Before getting started, I assume you have the following:

Setting up the project

The code for this project is broken up into two pieces: the source and the CDK project. If you haven’t already, go ahead and create a new GitHub project for the webpack project. I’ve hosted mine at

In order for CodePipeline to access the repository and register the webhook trigger, you’ll need to create a Personal Access Token. You can generate a token in the GitHub UI by going to Settings -> Developer Settings -> Personal access tokens. Be sure to select the repo scope: Personal access token configuration

Of course, this token is very sensitive and it would be a terrible idea to store it in plain text in the CDK stack. Instead, we will store it in AWS Secrets Manager. Go ahead and choose “Other type of secrets” and just drop the key in as plaintext. AWS Secrets Manager configuration for github token

Then just give the secret a name (I called mine gdpotter-github) and continue to save the secret.

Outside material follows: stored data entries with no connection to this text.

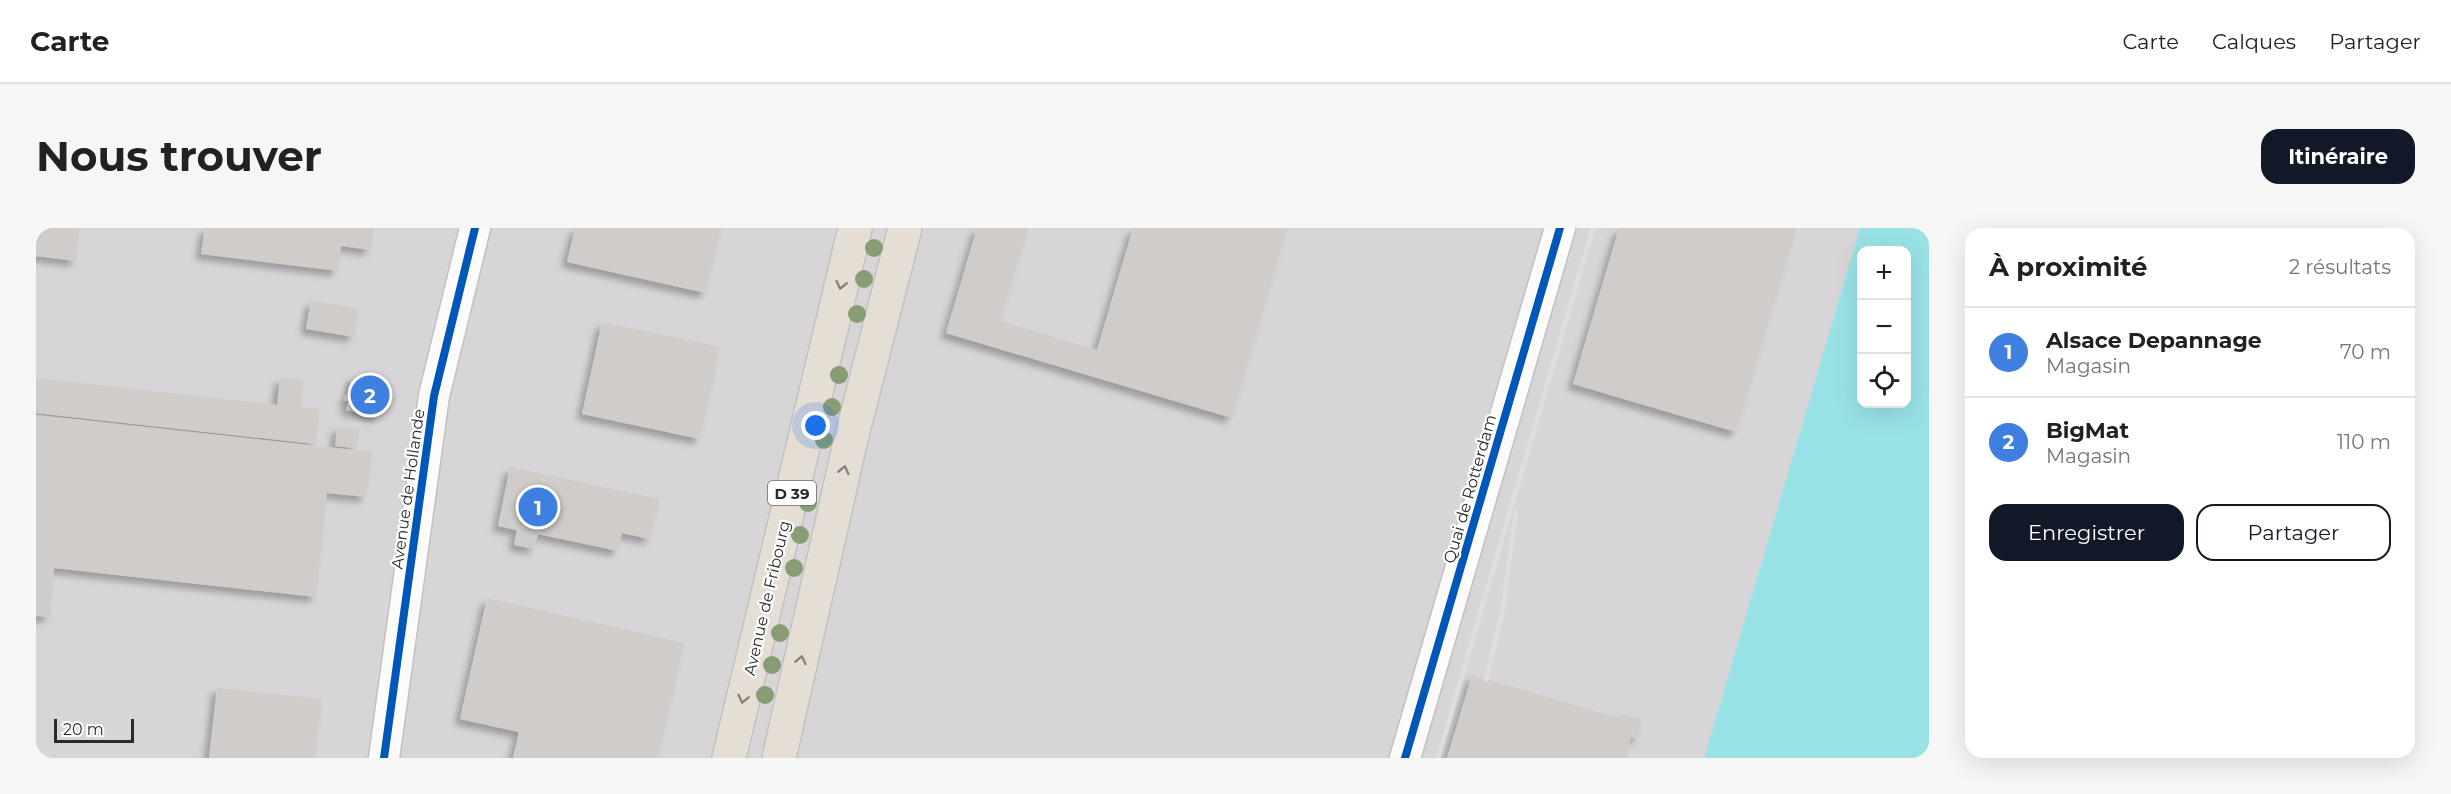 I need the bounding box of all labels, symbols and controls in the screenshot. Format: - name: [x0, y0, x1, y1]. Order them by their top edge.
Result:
- text: Carte: [30, 24, 109, 58]
- text: Carte: [2122, 29, 2179, 54]
- text: Calques: [2212, 29, 2296, 54]
- text: Partager: [2329, 29, 2421, 54]
- button: Itinéraire: [2261, 129, 2415, 184]
- text: Nous trouver: [36, 130, 322, 182]
- map controls: [1857, 246, 1911, 408]
- button: +: [1857, 246, 1911, 300]
- text: À proximité: [1989, 251, 2148, 283]
- text: 2 résultats: [2289, 255, 2391, 279]
- one-way arrow: [835, 279, 848, 289]
- button: −: [1857, 300, 1911, 354]
- text: Alsace Depannage: [2046, 327, 2262, 354]
- text: 1: [2005, 340, 2012, 364]
- text: 70 m: [2340, 340, 2391, 364]
- button: locate: [1857, 354, 1911, 408]
- text: Magasin: [2046, 354, 2131, 378]
- pin: 2: [350, 372, 390, 418]
- street label: Avenue de Hollande: [387, 408, 429, 570]
- your location: [801, 411, 830, 440]
- street label: Quai de Rotterdam: [1440, 412, 1500, 566]
- text: BigMat: [2046, 417, 2129, 444]
- text: 2: [2003, 430, 2014, 454]
- text: 110 m: [2337, 430, 2391, 454]
- text: Magasin: [2046, 444, 2131, 468]
- one-way arrow: [836, 465, 849, 475]
- road number: D 39: [768, 481, 816, 505]
- pin: 1: [518, 484, 558, 530]
- button: Enregistrer: [1989, 504, 2184, 561]
- button: Partager: [2196, 504, 2391, 561]
- street label: Avenue de Fribourg: [740, 519, 794, 677]
- one-way arrow: [794, 655, 807, 665]
- one-way arrow: [738, 694, 751, 704]
- scale bar: [54, 716, 134, 744]
- text: 20 m: [63, 720, 104, 739]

Also, I am assuming that you already have a Route53 hosted zone set up. If you don’t, you can follow the AWS guide for that (or probably countless other tutorials on the internet.)

Webpack configuration

In order to configure aggressive caching we need to make sure all static asssts (js, css, etc) are stored with a hash in the filename. Then, when the assets change, so do the file names and the browsers know to download a new file.

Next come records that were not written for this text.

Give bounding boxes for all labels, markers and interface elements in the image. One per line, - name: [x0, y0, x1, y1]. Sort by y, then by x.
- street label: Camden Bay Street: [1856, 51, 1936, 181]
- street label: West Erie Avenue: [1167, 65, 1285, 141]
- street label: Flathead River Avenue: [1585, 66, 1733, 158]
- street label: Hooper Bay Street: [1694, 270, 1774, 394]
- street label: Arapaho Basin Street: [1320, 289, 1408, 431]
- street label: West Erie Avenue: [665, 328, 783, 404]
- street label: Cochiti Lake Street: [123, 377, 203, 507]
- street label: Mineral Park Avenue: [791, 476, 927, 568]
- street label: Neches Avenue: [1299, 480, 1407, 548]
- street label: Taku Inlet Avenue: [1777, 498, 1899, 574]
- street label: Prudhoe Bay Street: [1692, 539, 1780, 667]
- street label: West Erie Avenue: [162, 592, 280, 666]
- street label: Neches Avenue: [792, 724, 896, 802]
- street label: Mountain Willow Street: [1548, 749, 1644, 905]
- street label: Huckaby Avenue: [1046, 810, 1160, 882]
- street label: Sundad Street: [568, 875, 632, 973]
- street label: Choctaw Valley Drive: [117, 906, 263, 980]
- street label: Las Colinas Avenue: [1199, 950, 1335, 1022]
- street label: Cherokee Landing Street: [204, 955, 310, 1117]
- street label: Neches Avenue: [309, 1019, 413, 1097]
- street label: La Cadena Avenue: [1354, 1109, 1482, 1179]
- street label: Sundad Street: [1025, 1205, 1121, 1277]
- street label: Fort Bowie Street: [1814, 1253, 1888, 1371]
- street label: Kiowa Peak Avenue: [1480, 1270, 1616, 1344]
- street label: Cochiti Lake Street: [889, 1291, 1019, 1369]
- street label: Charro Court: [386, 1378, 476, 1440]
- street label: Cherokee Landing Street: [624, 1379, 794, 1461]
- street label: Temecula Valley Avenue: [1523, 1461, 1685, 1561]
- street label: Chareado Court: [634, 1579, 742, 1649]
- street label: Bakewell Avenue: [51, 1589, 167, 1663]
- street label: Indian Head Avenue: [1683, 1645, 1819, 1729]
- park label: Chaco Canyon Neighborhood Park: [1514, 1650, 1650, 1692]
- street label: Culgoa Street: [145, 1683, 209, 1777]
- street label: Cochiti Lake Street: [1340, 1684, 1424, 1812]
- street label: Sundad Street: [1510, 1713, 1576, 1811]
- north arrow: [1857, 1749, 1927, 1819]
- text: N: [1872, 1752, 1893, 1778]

We also want to store all of our static files in a separate sub-directory (I called mine /static). This will help us later when setting up the CodePipeline. We’ll specify different caching headers for everything in that directory.

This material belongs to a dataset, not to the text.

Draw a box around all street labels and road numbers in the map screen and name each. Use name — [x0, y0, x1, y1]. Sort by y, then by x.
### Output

First, we need to set the output:

output: {
  path: path.join(__dirname, '/dist'),
  filename: process.env.production ? 'static/bundle.min.[contenthash].js' : 'static/bundle.min.[hash].js',
  publicPath: '/'

You’ll notice that I’m using [contenthash] for production but otherwise using [hash]. That’s because I am using hot module replacement along with webpack-dev-server when running locally. If you attempt to use [contenthash] you will see an error like the following when starting:

Cannot use [chunkhash] or [contenthash] for chunk in ‘static/bundle.min.[contenthash].js’ (use [hash] instead)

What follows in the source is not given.